● Prompt: Please return exactly the lines from the beginning of the listing up to and including the line with "Extract the structured", with no pictures.
---
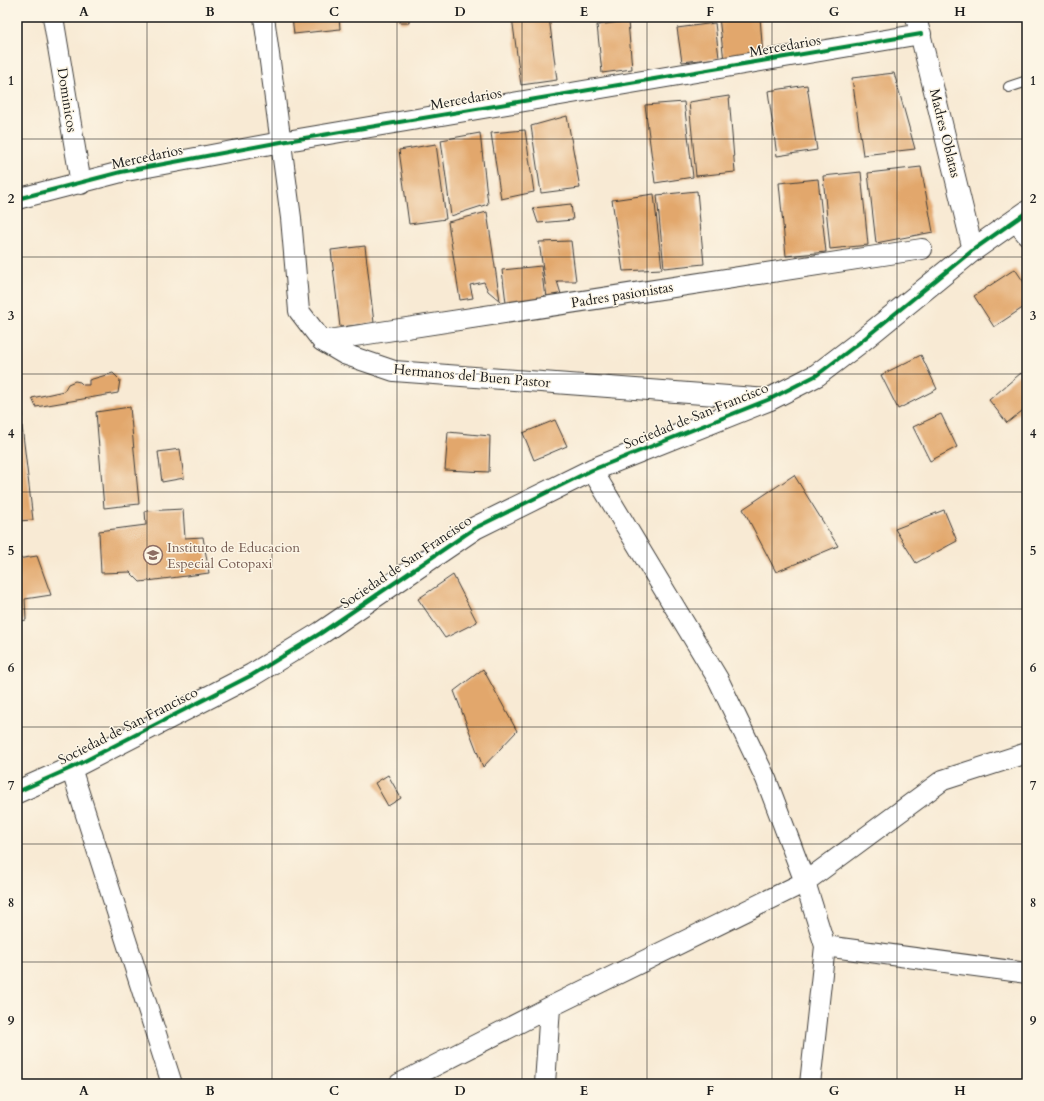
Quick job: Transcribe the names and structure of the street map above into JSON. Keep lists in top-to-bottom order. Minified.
{"streets":{"street":["Mercedarios","Dominicos","Madres Oblatas","Padres pasionistas","Hermanos del Buen Pastor","Sociedad de San Francisco"]},"crossings":[["Mercedarios","Dominicos"],["Mercedarios","Madres Oblatas"],["Mercedarios","Hermanos del Buen Pastor"],["Madres Oblatas","Sociedad de San Francisco"],["Padres pasionistas","Hermanos del Buen Pastor"],["Hermanos del Buen Pastor","Sociedad de San Francisco"]],"places":{"school or university":["Instituto de Educacion Especial Cotopaxi"]},"grid":{"columns":["A","B","C","D","E","F","G","H"],"rows":["1","2","3","4","5","6","7","8","9"]}}
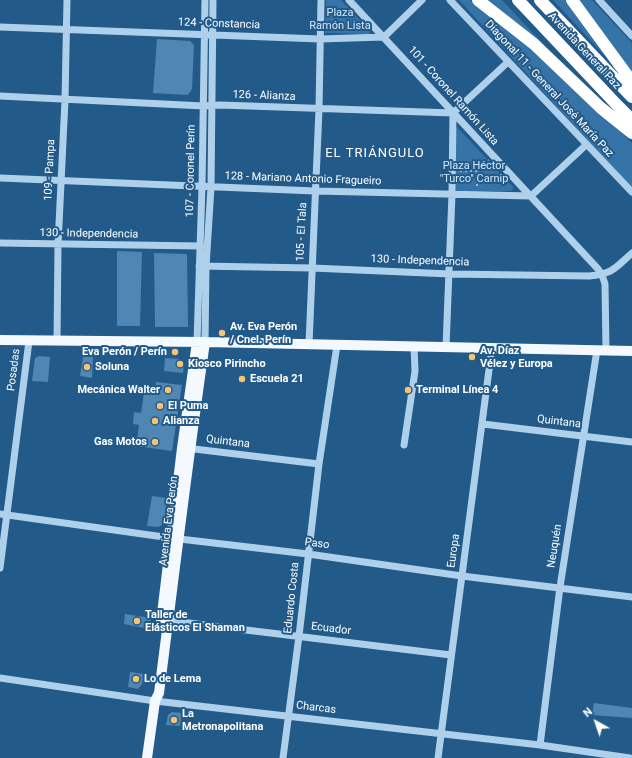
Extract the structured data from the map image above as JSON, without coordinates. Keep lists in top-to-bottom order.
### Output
{
  "streets": {
    "highway": ["Avenida General Paz"],
    "main road": ["Avenida Eva Perón"],
    "street": [
      "124 - Constancia",
      "Diagonal 11 - General José María Paz",
      "126 - Alianza",
      "101 - Coronel Ramón Lista",
      "109 - Pampa",
      "107 - Coronel Perín",
      "128 - Mariano Antonio Fragueiro",
      "105 - El Tala",
      "130 - Independencia",
      "Posadas",
      "Quintana",
      "Paso",
      "Neuquén",
      "Europa",
      "Eduardo Costa",
      "Ecuador",
      "Charcas"
    ]
  },
  "crossings": [
    ["124 - Constancia", "101 - Coronel Ramón Lista"],
    ["124 - Constancia", "109 - Pampa"],
    ["124 - Constancia", "107 - Coronel Perín"],
    ["124 - Constancia", "105 - El Tala"],
    ["126 - Alianza", "101 - Coronel Ramón Lista"],
    ["126 - Alianza", "109 - Pampa"],
    ["126 - Alianza", "107 - Coronel Perín"],
    ["126 - Alianza", "105 - El Tala"],
    ["101 - Coronel Ramón Lista", "128 - Mariano Antonio Fragueiro"],
    ["101 - Coronel Ramón Lista", "130 - Independencia"],
    ["101 - Coronel Ramón Lista", "Neuquén"],
    ["109 - Pampa", "128 - Mariano Antonio Fragueiro"],
    ["109 - Pampa", "130 - Independencia"],
    ["107 - Coronel Perín", "128 - Mariano Antonio Fragueiro"],
    ["107 - Coronel Perín", "130 - Independencia"],
    ["107 - Coronel Perín", "Avenida Eva Perón"],
    ["128 - Mariano Antonio Fragueiro", "105 - El Tala"],
    ["105 - El Tala", "130 - Independencia"],
    ["Posadas", "Paso"],
    ["Quintana", "Avenida Eva Perón"],
    ["Quintana", "Neuquén"],
    ["Quintana", "Europa"],
    ["Quintana", "Eduardo Costa"],
    ["Avenida Eva Perón", "Paso"],
    ["Avenida Eva Perón", "Ecuador"],
    ["Avenida Eva Perón", "Charcas"],
    ["Paso", "Neuquén"],
    ["Paso", "Europa"],
    ["Paso", "Eduardo Costa"],
    ["Neuquén", "Charcas"],
    ["Europa", "Ecuador"],
    ["Europa", "Charcas"],
    ["Eduardo Costa", "Ecuador"],
    ["Eduardo Costa", "Charcas"]
  ],
  "districts": ["EL TRIÁNGULO"],
  "parks": ["Plaza Ramón Lista", "Plaza Héctor \"Turco\" Carnip"],
  "places": [
    "Av. Eva Perón / Cnel. Perín",
    "Eva Perón / Perín",
    "Av. Díaz Vélez y Europa",
    "Kiosco Pirincho",
    "Soluna",
    "Escuela 21",
    "Mecánica Walter",
    "Terminal Línea 4",
    "El Puma",
    "Alianza",
    "Gas Motos",
    "Taller de Elásticos El Shaman",
    "Lo de Lema",
    "La Metronapolitana"
  ],
  "north": "top left"
}
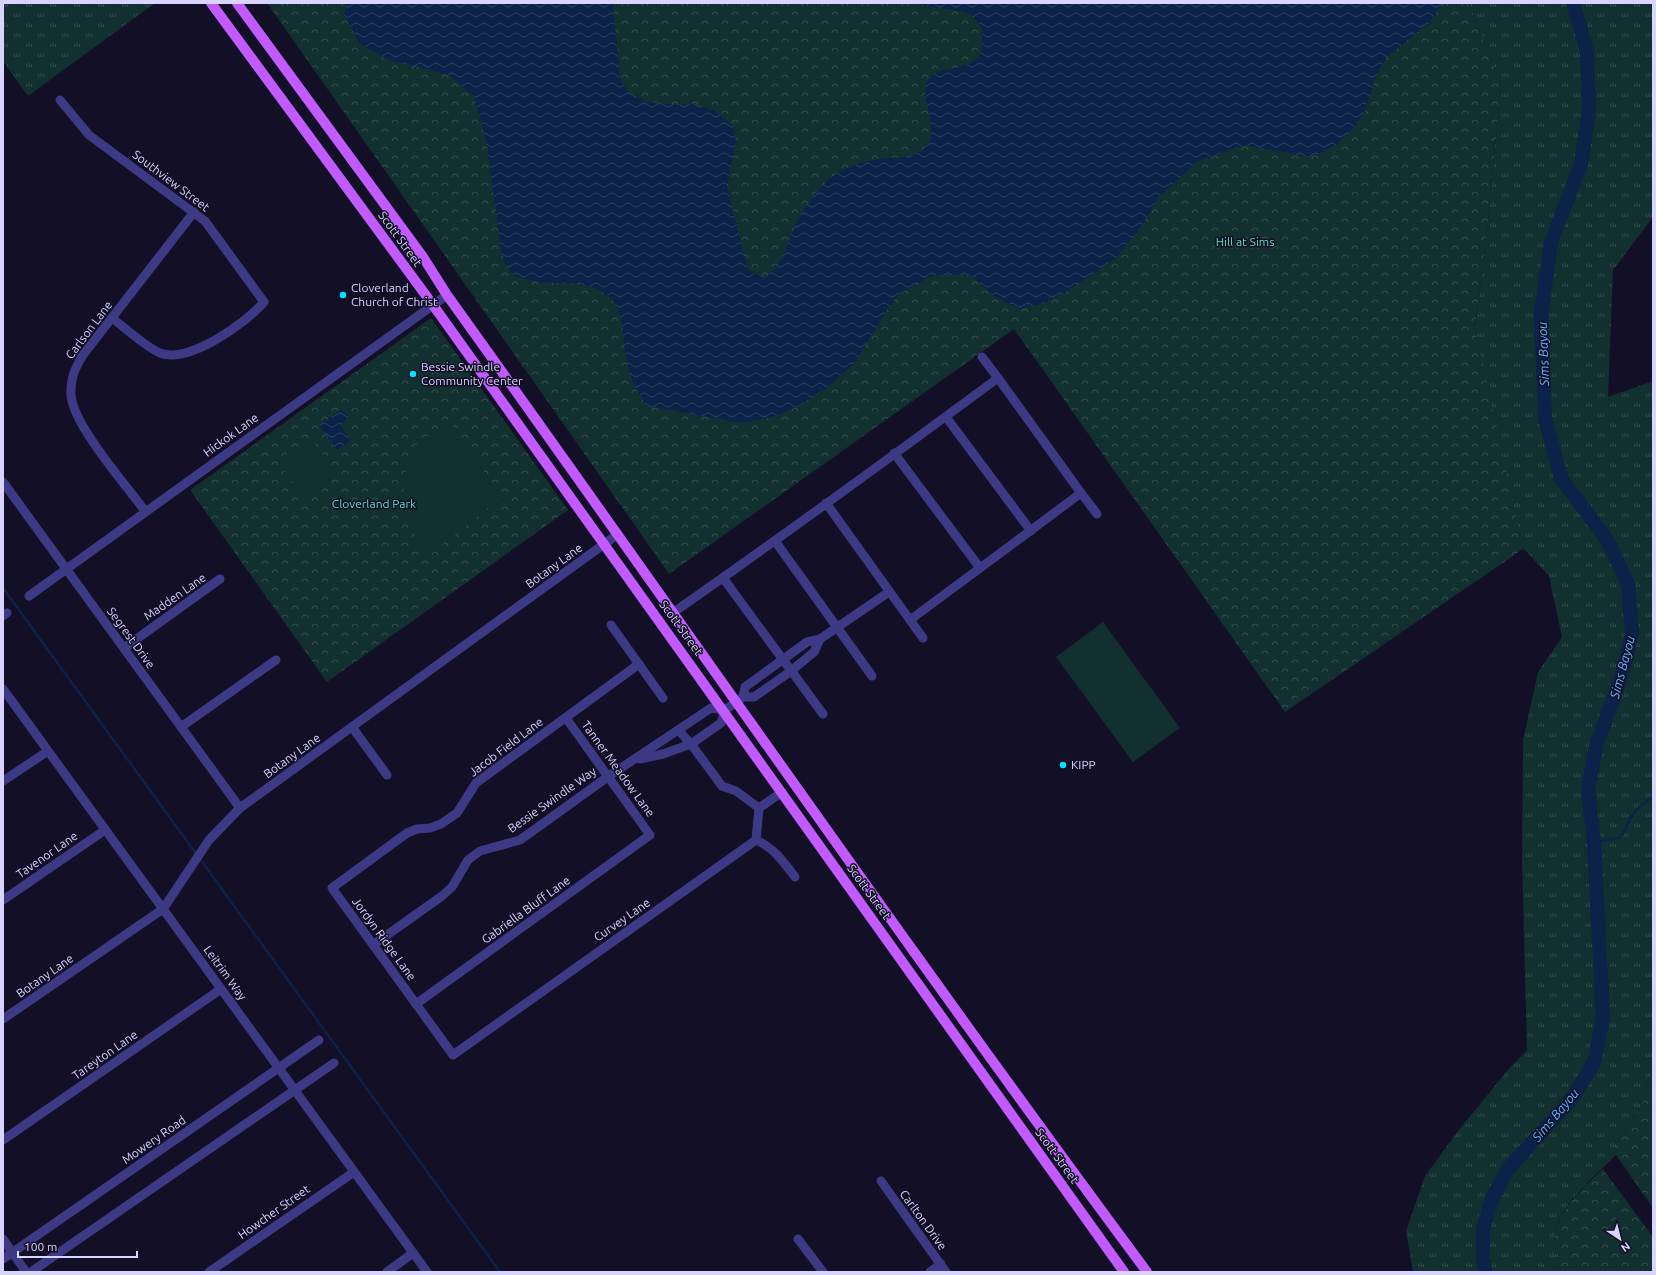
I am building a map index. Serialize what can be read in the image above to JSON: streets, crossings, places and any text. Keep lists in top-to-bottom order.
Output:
{
  "streets": {
    "main road": ["Scott Street"],
    "street": [
      "Southview Street",
      "Carlson Lane",
      "Hickok Lane",
      "Botany Lane",
      "Madden Lane",
      "Segrest Drive",
      "Jacob Field Lane",
      "Tanner Meadow Lane",
      "Bessie Swindle Way",
      "Tavenor Lane",
      "Gabriella Bluff Lane",
      "Curvey Lane",
      "Jordyn Ridge Lane",
      "Leitrim Way",
      "Tareyton Lane",
      "Mowery Road",
      "Howcher Street",
      "Carlton Drive"
    ]
  },
  "crossings": [
    ["Southview Street", "Carlson Lane"],
    ["Scott Street", "Hickok Lane"],
    ["Scott Street", "Botany Lane"],
    ["Scott Street", "Bessie Swindle Way"],
    ["Carlson Lane", "Hickok Lane"],
    ["Hickok Lane", "Segrest Drive"],
    ["Botany Lane", "Segrest Drive"],
    ["Botany Lane", "Leitrim Way"],
    ["Madden Lane", "Segrest Drive"],
    ["Jacob Field Lane", "Tanner Meadow Lane"],
    ["Jacob Field Lane", "Jordyn Ridge Lane"],
    ["Tanner Meadow Lane", "Bessie Swindle Way"],
    ["Tanner Meadow Lane", "Gabriella Bluff Lane"],
    ["Bessie Swindle Way", "Jordyn Ridge Lane"],
    ["Tavenor Lane", "Leitrim Way"],
    ["Gabriella Bluff Lane", "Jordyn Ridge Lane"],
    ["Curvey Lane", "Jordyn Ridge Lane"],
    ["Leitrim Way", "Tareyton Lane"],
    ["Leitrim Way", "Mowery Road"],
    ["Leitrim Way", "Howcher Street"]
  ],
  "water": ["Sims Bayou"],
  "parks": ["Hill at Sims", "Cloverland Park"],
  "places": ["Cloverland Church of Christ", "Bessie Swindle Community Center", "KIPP"],
  "scale_bar": "100 m",
  "north": "bottom right"
}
---
● Answer to this exercise:
Quick job: Transcribe the names and structure of the street map above into JSON. Keep lists in top-to-bottom order. Minified.
{"streets":{"street":["Mercedarios","Dominicos","Madres Oblatas","Padres pasionistas","Hermanos del Buen Pastor","Sociedad de San Francisco"]},"crossings":[["Mercedarios","Dominicos"],["Mercedarios","Madres Oblatas"],["Mercedarios","Hermanos del Buen Pastor"],["Madres Oblatas","Sociedad de San Francisco"],["Padres pasionistas","Hermanos del Buen Pastor"],["Hermanos del Buen Pastor","Sociedad de San Francisco"]],"places":{"school or university":["Instituto de Educacion Especial Cotopaxi"]},"grid":{"columns":["A","B","C","D","E","F","G","H"],"rows":["1","2","3","4","5","6","7","8","9"]}}
Extract the structured data from the map image above as JSON, without coordinates. Keep lists in top-to-bottom order.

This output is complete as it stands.